→ **What the task asks**: Write out the entries again exactly as they are given.

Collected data

[Start of section]

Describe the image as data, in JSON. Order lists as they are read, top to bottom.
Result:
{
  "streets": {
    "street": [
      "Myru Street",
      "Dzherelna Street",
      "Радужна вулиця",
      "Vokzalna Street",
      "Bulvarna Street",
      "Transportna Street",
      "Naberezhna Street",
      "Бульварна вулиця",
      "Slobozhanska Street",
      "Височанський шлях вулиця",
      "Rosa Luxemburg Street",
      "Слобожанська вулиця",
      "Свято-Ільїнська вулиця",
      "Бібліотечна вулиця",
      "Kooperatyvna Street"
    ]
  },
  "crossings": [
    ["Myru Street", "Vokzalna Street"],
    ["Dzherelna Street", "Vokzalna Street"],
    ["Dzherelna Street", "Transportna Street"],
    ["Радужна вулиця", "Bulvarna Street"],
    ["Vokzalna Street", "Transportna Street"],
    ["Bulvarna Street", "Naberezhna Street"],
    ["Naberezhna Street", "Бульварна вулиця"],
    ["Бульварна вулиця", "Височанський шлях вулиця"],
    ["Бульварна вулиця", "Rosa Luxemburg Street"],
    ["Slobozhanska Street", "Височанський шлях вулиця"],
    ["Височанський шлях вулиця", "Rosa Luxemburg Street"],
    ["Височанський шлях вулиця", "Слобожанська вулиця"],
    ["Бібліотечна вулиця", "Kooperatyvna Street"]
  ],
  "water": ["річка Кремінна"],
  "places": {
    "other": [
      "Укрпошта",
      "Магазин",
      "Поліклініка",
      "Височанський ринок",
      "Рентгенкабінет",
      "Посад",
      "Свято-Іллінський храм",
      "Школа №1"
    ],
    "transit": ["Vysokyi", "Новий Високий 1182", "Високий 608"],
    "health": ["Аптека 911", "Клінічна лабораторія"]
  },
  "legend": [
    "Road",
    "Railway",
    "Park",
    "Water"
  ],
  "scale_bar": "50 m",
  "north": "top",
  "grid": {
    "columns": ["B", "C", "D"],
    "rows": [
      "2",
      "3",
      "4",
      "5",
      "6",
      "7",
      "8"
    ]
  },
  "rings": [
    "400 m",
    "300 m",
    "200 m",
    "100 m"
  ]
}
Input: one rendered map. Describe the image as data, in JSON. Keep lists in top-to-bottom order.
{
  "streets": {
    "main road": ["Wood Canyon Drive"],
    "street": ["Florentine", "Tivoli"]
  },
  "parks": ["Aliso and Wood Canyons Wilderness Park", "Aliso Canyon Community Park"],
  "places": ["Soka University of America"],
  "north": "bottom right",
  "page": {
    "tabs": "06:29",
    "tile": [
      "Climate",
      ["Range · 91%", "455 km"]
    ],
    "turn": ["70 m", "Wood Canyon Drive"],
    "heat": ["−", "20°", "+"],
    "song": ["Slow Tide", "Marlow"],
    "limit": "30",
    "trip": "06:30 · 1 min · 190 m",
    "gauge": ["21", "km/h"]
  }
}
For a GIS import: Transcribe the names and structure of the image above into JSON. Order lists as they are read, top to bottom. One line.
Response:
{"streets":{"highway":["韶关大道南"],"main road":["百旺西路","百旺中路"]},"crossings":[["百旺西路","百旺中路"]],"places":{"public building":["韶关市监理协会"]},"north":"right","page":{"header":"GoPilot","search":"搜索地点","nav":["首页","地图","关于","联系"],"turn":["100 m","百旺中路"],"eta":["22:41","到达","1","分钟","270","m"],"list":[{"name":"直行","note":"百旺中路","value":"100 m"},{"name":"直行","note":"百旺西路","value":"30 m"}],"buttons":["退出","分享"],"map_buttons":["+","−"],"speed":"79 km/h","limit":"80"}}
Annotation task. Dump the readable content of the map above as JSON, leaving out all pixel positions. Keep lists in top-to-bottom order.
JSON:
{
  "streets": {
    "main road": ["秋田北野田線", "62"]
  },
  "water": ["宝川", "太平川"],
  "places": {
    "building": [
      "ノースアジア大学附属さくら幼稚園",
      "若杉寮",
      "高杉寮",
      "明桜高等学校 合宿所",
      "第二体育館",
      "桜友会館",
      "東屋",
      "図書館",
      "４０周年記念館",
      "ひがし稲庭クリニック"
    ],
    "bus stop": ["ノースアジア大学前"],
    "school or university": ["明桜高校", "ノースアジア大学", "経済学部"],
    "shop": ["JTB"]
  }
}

[End of section]

→ **Answer space**:
Describe the image as data, in JSON. Order lists as they are read, top to bottom.
Result:
{
  "streets": {
    "street": [
      "Myru Street",
      "Dzherelna Street",
      "Радужна вулиця",
      "Vokzalna Street",
      "Bulvarna Street",
      "Transportna Street",
      "Naberezhna Street",
      "Бульварна вулиця",
      "Slobozhanska Street",
      "Височанський шлях вулиця",
      "Rosa Luxemburg Street",
      "Слобожанська вулиця",
      "Свято-Ільїнська вулиця",
      "Бібліотечна вулиця",
      "Kooperatyvna Street"
    ]
  },
  "crossings": [
    ["Myru Street", "Vokzalna Street"],
    ["Dzherelna Street", "Vokzalna Street"],
    ["Dzherelna Street", "Transportna Street"],
    ["Радужна вулиця", "Bulvarna Street"],
    ["Vokzalna Street", "Transportna Street"],
    ["Bulvarna Street", "Naberezhna Street"],
    ["Naberezhna Street", "Бульварна вулиця"],
    ["Бульварна вулиця", "Височанський шлях вулиця"],
    ["Бульварна вулиця", "Rosa Luxemburg Street"],
    ["Slobozhanska Street", "Височанський шлях вулиця"],
    ["Височанський шлях вулиця", "Rosa Luxemburg Street"],
    ["Височанський шлях вулиця", "Слобожанська вулиця"],
    ["Бібліотечна вулиця", "Kooperatyvna Street"]
  ],
  "water": ["річка Кремінна"],
  "places": {
    "other": [
      "Укрпошта",
      "Магазин",
      "Поліклініка",
      "Височанський ринок",
      "Рентгенкабінет",
      "Посад",
      "Свято-Іллінський храм",
      "Школа №1"
    ],
    "transit": ["Vysokyi", "Новий Високий 1182", "Високий 608"],
    "health": ["Аптека 911", "Клінічна лабораторія"]
  },
  "legend": [
    "Road",
    "Railway",
    "Park",
    "Water"
  ],
  "scale_bar": "50 m",
  "north": "top",
  "grid": {
    "columns": ["B", "C", "D"],
    "rows": [
      "2",
      "3",
      "4",
      "5",
      "6",
      "7",
      "8"
    ]
  },
  "rings": [
    "400 m",
    "300 m",
    "200 m",
    "100 m"
  ]
}
Input: one rendered map. Describe the image as data, in JSON. Keep lists in top-to-bottom order.
{
  "streets": {
    "main road": ["Wood Canyon Drive"],
    "street": ["Florentine", "Tivoli"]
  },
  "parks": ["Aliso and Wood Canyons Wilderness Park", "Aliso Canyon Community Park"],
  "places": ["Soka University of America"],
  "north": "bottom right",
  "page": {
    "tabs": "06:29",
    "tile": [
      "Climate",
      ["Range · 91%", "455 km"]
    ],
    "turn": ["70 m", "Wood Canyon Drive"],
    "heat": ["−", "20°", "+"],
    "song": ["Slow Tide", "Marlow"],
    "limit": "30",
    "trip": "06:30 · 1 min · 190 m",
    "gauge": ["21", "km/h"]
  }
}
For a GIS import: Transcribe the names and structure of the image above into JSON. Order lists as they are read, top to bottom. One line.
Response:
{"streets":{"highway":["韶关大道南"],"main road":["百旺西路","百旺中路"]},"crossings":[["百旺西路","百旺中路"]],"places":{"public building":["韶关市监理协会"]},"north":"right","page":{"header":"GoPilot","search":"搜索地点","nav":["首页","地图","关于","联系"],"turn":["100 m","百旺中路"],"eta":["22:41","到达","1","分钟","270","m"],"list":[{"name":"直行","note":"百旺中路","value":"100 m"},{"name":"直行","note":"百旺西路","value":"30 m"}],"buttons":["退出","分享"],"map_buttons":["+","−"],"speed":"79 km/h","limit":"80"}}
Annotation task. Dump the readable content of the map above as JSON, leaving out all pixel positions. Keep lists in top-to-bottom order.
JSON:
{
  "streets": {
    "main road": ["秋田北野田線", "62"]
  },
  "water": ["宝川", "太平川"],
  "places": {
    "building": [
      "ノースアジア大学附属さくら幼稚園",
      "若杉寮",
      "高杉寮",
      "明桜高等学校 合宿所",
      "第二体育館",
      "桜友会館",
      "東屋",
      "図書館",
      "４０周年記念館",
      "ひがし稲庭クリニック"
    ],
    "bus stop": ["ノースアジア大学前"],
    "school or university": ["明桜高校", "ノースアジア大学", "経済学部"],
    "shop": ["JTB"]
  }
}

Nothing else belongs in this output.